Saturday

The Meaning of Jihad

The following is an excerpt from a carefully-documented investigative report called Islam in American Classrooms: History or Propaganda? (PDF document):
According to the Concise Encyclopedia of Islam jihad means: "Holy war, a divine institution of warfare to extend Islam into the Dar-al-Harb (non-Islamic territories)." This is a driving doctrine of Islam that is responsible for its violent expansionist history. When Mohammad was asked what the greatest deed that a Muslim could do besides believing in Allah and His Apostle, he answered, "I have been ordered to fight with the people till they say: none has the right to be worshiped but Allah." A 2007 Pentagon-based study proved conclusively that Islamic religious law (sharia) extols violence as a primary means of spreading the ideology. It also notes that Islam‘s‘ goal to subjugate the entire world to Islam and sharia law is based on unalterable, long-standing religious and legal doctrines.

Microsoft‘s on-line encyclopedia, Encarta, unequivocally states in its article, Islam, Spread of: "The remarkable speed of this religious expansion can be attributed to the fact that it was accomplished primarily through military conquest. Mohammed drew Arabs of the Arabian Peninsula to Islam by his forceful personality, the promise of salvation to those who died fighting for Islam and the lure of fortune for those who succeeded in conquest. The caravan raids of the early years of Islam soon became full-scale wars, and empires and nations bowed to the power of this new religious, military, political, economic, and social phenomena."

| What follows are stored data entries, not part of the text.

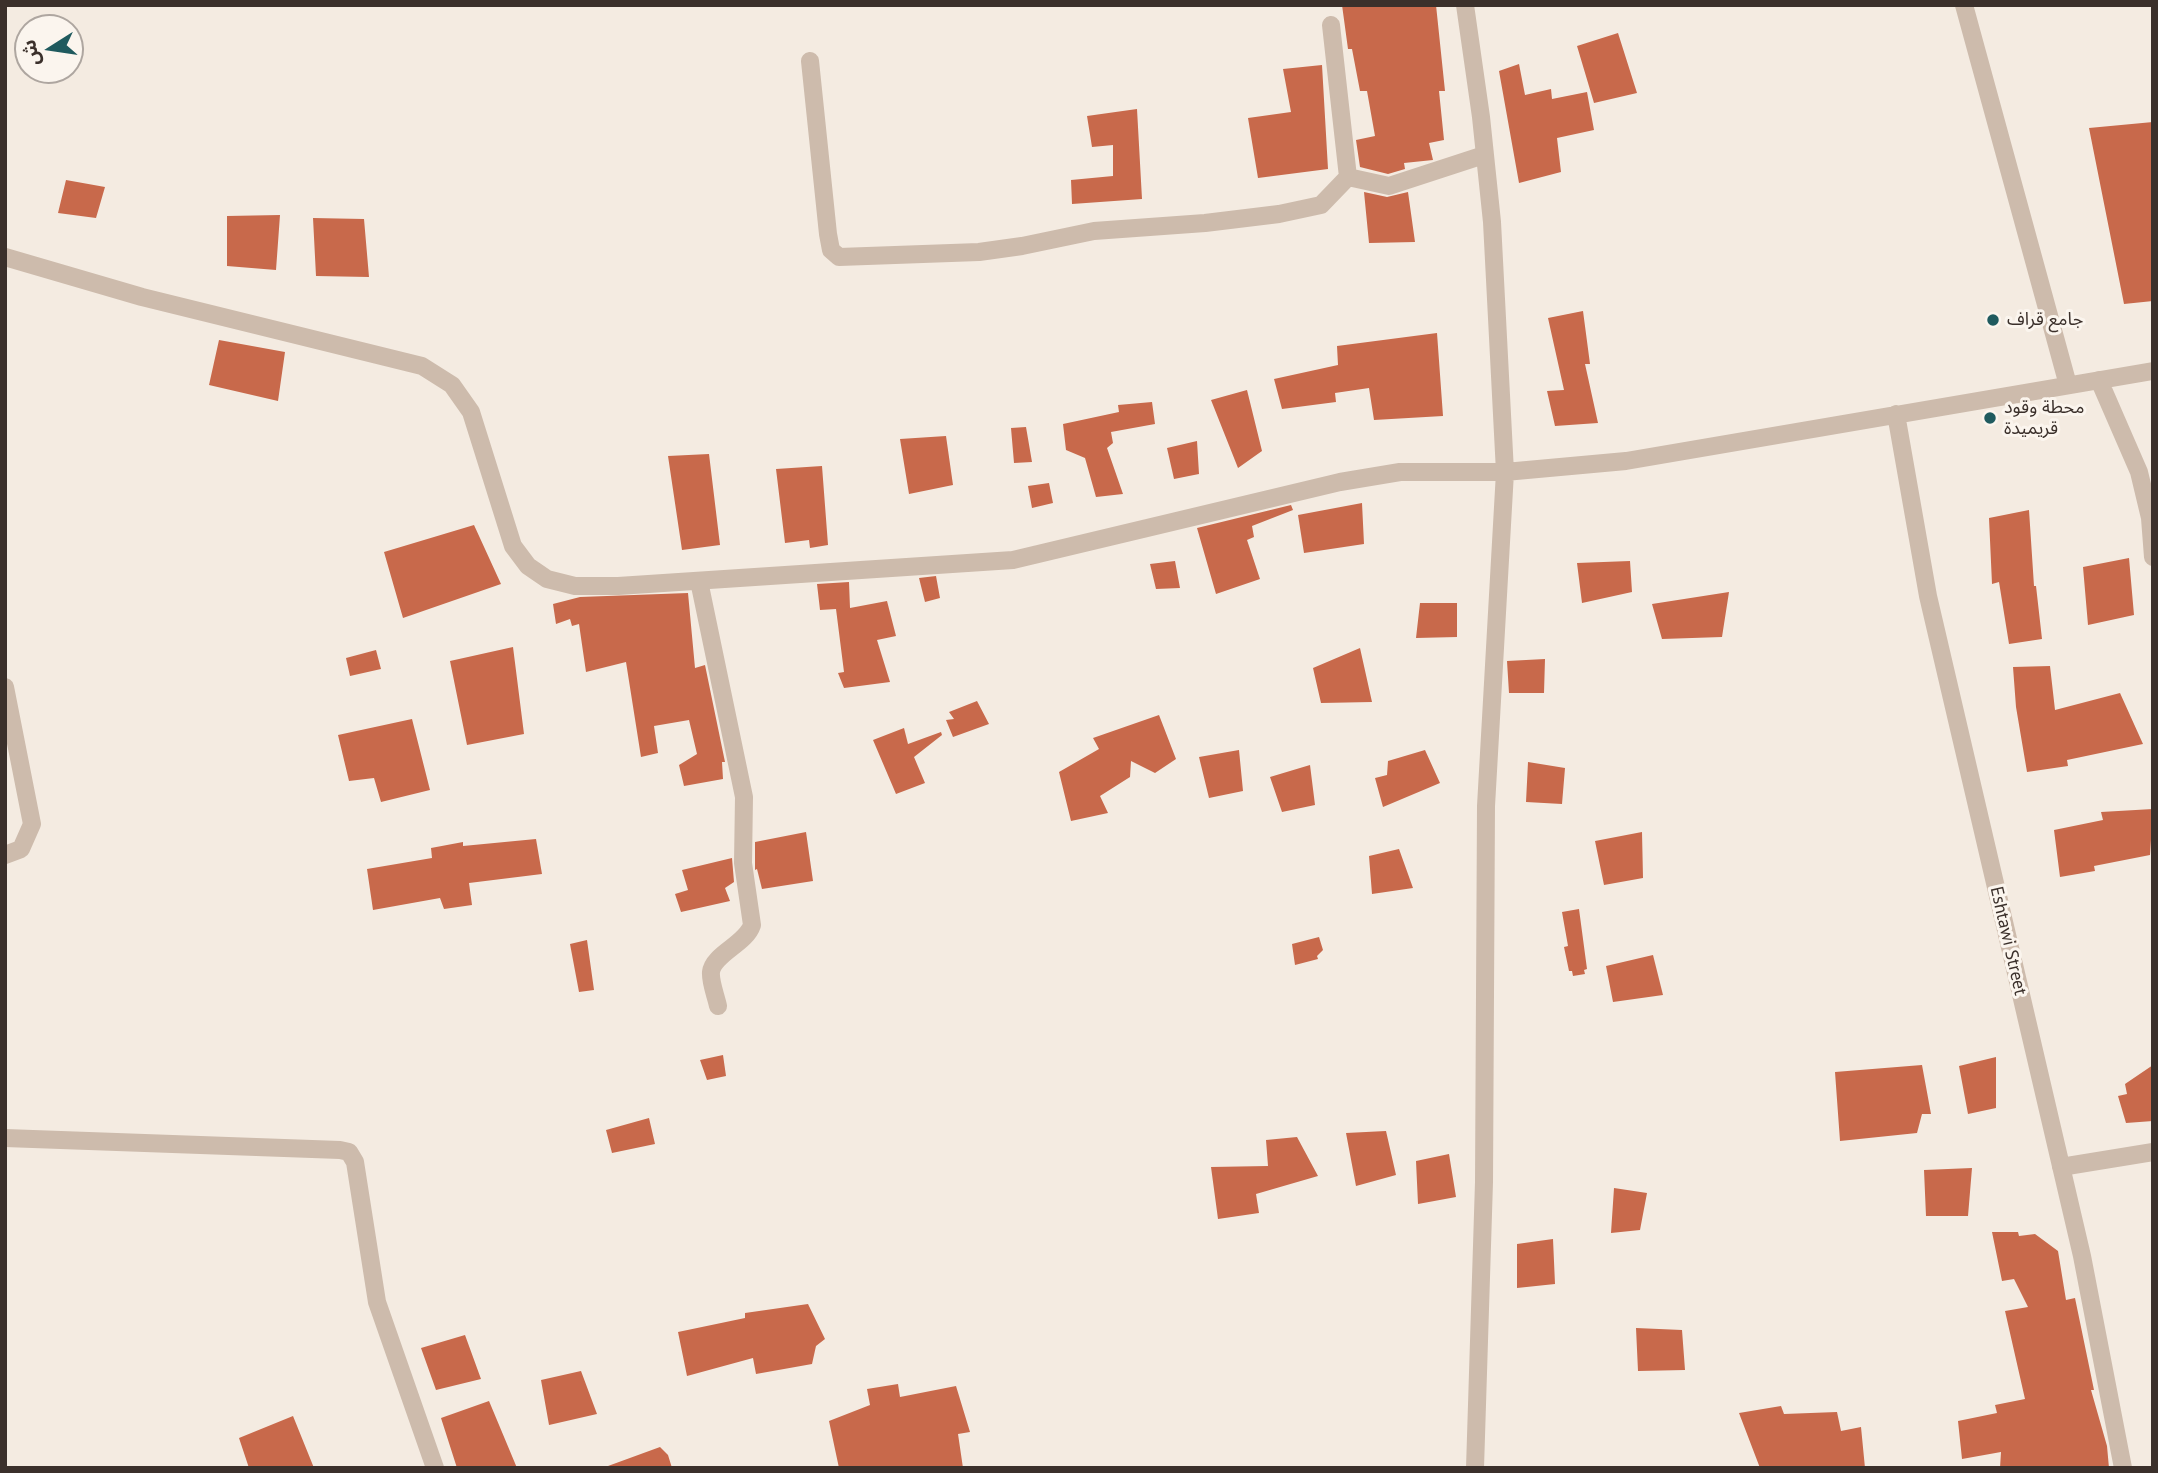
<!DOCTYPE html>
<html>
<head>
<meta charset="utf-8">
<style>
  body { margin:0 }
  #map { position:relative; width:2158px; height:1473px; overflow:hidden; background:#f4ebe1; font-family:"PT Sans","Noto Sans Arabic",sans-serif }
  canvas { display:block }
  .frame { position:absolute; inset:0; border:7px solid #3b302b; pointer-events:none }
  .north { position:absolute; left:14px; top:14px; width:70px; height:70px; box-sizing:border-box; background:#fbf5ee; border:2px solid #aea6a0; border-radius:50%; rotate:258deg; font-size:19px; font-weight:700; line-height:28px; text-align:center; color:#3b302b }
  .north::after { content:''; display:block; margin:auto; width:24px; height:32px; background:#1f5a5e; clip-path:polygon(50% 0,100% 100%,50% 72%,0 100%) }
</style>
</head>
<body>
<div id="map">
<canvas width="2158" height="1473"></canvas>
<div class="frame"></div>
<div class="north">ش</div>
</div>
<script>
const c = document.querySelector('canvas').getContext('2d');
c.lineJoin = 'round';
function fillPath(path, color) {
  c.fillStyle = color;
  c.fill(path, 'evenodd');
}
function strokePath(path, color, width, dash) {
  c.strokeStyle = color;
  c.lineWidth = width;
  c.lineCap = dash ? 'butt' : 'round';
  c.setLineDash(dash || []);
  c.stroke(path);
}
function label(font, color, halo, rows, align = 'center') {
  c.font = font + ' "PT Sans","Noto Sans Arabic",sans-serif';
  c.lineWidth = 6;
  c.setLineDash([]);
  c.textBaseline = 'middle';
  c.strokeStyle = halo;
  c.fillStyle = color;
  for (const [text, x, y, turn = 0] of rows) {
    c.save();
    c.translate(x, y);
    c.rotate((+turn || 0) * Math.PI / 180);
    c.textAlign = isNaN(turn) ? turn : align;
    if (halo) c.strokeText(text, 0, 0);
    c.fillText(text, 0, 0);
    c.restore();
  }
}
fillPath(new Path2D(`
  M1342,5H1436L1445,91H1439L1444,140L1429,143L1433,160L1404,163L1405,169L1388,174L1360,167L1356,140L1375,136L1367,91H1360L1352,49H1348Z
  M1618,33L1637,93L1594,103L1577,46Z
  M1519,64L1525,95L1551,89L1552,99L1587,92L1594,130L1557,138L1561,172L1519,183L1499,71Z
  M1322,65L1328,169L1258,178L1248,118L1291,112L1283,69Z
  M1137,109L1142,199L1072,204L1071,180L1113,176V145L1092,147L1087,116Z
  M2153,122V301L2124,304L2089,128Z
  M66,180L105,187L96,218L58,213Z
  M1364,192L1387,197L1408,192L1415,242L1369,243Z
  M280,215L276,270L227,266V216Z
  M313,218L364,219L369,277L316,276Z
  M1583,311L1590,364H1585L1598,423L1555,426L1547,391L1564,390L1548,318Z
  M1437,333L1443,416L1374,420L1369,388L1335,393L1336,402L1282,409L1274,379L1338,365L1337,346Z
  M219,340L285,352L278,401L209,385Z
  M1247,390L1262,451L1238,468L1211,400Z
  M1152,402L1155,424L1111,432L1113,443L1107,448L1123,494L1096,497L1085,458L1066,450L1063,424L1119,412L1118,405Z
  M1026,427L1032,462L1014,463L1011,428Z
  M946,436L953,485L909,494L900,439Z
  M1197,441L1199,474L1174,479L1167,448Z
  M709,454L720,545L682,550L668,456Z
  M822,466L828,545L810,548L809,540L785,543L776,469Z
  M1049,483L1053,503L1032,508L1028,486Z
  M1362,503L1364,544L1304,553L1298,515Z
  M1291,505L1293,510L1252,526L1254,537L1247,540L1260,579L1216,594L1197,528Z
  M2029,510L2034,586H2036L2042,639L2009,644L1999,582L1992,584L1989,518Z
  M474,525L501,584L403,618L384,552Z
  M2129,558L2134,615L2088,625L2083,567Z
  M1175,561L1180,588L1156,589L1150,564Z
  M1630,561L1632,592L1582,603L1577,563Z
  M936,576L940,598L925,602L919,578Z
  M849,582L850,608L887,601L896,636L877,640L890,682L844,688L838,673L844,672L836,609L820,610L817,584Z
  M1729,592L1722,637L1662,639L1652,604Z
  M688,593L695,668L705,665L725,762H722L723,779L684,786L679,765L697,754L689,720L654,726L658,753L641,757L626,662L586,672L579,624L572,626L570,619L556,624L553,604L580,597Z
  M1420,603H1457V637L1416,638Z
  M513,647L524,734L467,745L450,661Z
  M1360,648L1372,702L1321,703L1313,668Z
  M376,650L381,669L350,676L346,658Z
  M1545,659L1544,693H1509L1507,661Z
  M2050,666L2055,710L2120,693L2143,744L2067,760L2068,766L2027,772L2016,707L2013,667Z
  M977,701L989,724L953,737L946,720L954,719L949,712Z
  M1159,715L1176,759L1155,773L1131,761L1130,777L1100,796L1108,813L1071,821L1059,772L1099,749L1093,738Z
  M412,719L430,790L381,802L374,778L349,781L338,735Z
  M904,728L908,744L941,732L942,735L914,757L925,783L896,794L873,740Z
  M1239,750L1243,791L1209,798L1199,757Z
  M1425,750L1440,783L1383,807L1375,778L1387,775L1388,761Z
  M1528,762L1565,768L1562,804L1526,802Z
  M1310,765L1315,805L1282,812L1270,777Z
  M2153,809L2150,855L2094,866L2095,871L2060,877L2054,830L2103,820L2101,812Z
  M806,832L813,881L762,889L757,869L755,870V842Z
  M1642,832L1643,878L1604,885L1595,841Z
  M536,839L542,874L469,883L472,905L444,909L440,898L373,910L367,869L432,858L431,848L463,842V846Z
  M1399,849L1413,888L1372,894L1369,856Z
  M732,858L734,882L725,888L730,901L681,912L675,894L688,890L682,870Z
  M1579,909L1587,969L1584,970L1585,974L1573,976L1572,971H1569L1564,947L1568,946L1562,912Z
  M1319,937L1323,950L1317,956L1318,959L1295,965L1292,944Z
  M587,940L594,990L579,992L570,944Z
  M1653,955L1663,995L1613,1002L1606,966Z
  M723,1055L726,1076L707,1080L700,1060Z
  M1996,1057V1108L1968,1114L1959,1066Z
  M1922,1065L1931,1114H1922L1917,1133L1840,1141L1835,1072Z
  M2153,1065V1121L2126,1123L2118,1096L2127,1094L2125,1084Z
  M649,1118L655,1144L612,1153L606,1130Z
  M1386,1131L1396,1175L1356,1186L1346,1133Z
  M1297,1137L1318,1176L1256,1194L1259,1213L1218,1219L1211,1167L1268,1166L1266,1140Z
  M1449,1154L1456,1197L1418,1204L1416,1161Z
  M1972,1168L1968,1216H1926L1924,1170Z
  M1614,1188L1647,1193L1640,1230L1611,1233Z
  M1992,1232H2018L2019,1236L2035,1234L2058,1251L2066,1300L2075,1298L2094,1390H2091L2107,1446L2109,1468H2000L2001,1452L1962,1459L1958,1421L1997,1413L1995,1405L2025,1399L2005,1311L2028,1307L2014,1279L2002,1281Z
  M1553,1239L1555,1284L1517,1288V1244Z
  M808,1304L825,1339L816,1346L812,1364L756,1374L753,1358L687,1376L678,1332L745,1318V1313Z
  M1636,1328L1682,1330L1685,1370L1638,1371Z
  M465,1335L481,1379L436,1390L421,1348Z
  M581,1371L597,1414L549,1425L541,1380Z
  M898,1384L900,1397L956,1386L970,1432L958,1434L963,1468H839L829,1421L870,1405L867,1389Z
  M489,1401L517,1468H457L441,1418Z
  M1781,1406L1784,1414L1837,1412L1841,1431L1861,1427L1865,1468H1811L1810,1466L1760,1468L1739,1413Z
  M293,1416L314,1468H249L239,1438Z
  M660,1447L668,1455L672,1468H608V1466Z`), '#c8694b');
strokePath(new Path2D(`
  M1465,5L1481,117L1492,222L1505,472L1486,806L1484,1182L1475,1468
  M1964,5L2068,385
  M1331,25L1348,177
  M810,61L828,234L831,250L839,257L979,252L1022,246L1094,231L1205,223L1279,214L1321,205L1348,177L1389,186L1484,155
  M5,257L142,297L422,366L452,385L471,412L513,546L528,566L547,579L575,586H618L1013,560L1340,482L1400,472H1505L1626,461L2153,371
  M2099,380L2139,472L2150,518L2153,557
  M1896,414L1928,596L2082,1256L2123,1468
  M699,581L744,797L743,863L752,925C746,944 713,954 711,972C710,982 716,996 718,1006
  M5,687L32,824L21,849L5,855
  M5,1138L340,1150L349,1152L355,1162L377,1302L435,1468
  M2061,1167L2153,1152`), '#cdbbac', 18);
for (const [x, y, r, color] of [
  [1993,320,7,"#1f5a5e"],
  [1990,418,7,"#1f5a5e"]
]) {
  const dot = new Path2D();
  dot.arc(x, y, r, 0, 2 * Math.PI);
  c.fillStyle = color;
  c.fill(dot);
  strokePath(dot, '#fbf5ee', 2.5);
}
label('18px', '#3b302b', '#fbf5ee', [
  ["جامع قراف",2007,320],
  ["محطة وقود",2004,408],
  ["قريميدة",2004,429]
], 'left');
label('18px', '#3b302b', '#fbf5ee', [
  ["Eshtawi Street",2008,941,77]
]);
</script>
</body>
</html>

According to the online encyclopedia, Wikipedia, in its List of Wars in the Muslim World, since the death of Mohammed there have been 63 major Islamic wars of conquest involving over 201 major battles. It also documents 18 current conflicts involving Muslims, which represent over 95% of the world's armed conflicts. Historians have estimated that Muslims killed over 270 million people during the last 1400 years in their wars of conquest, plunder and enslavement.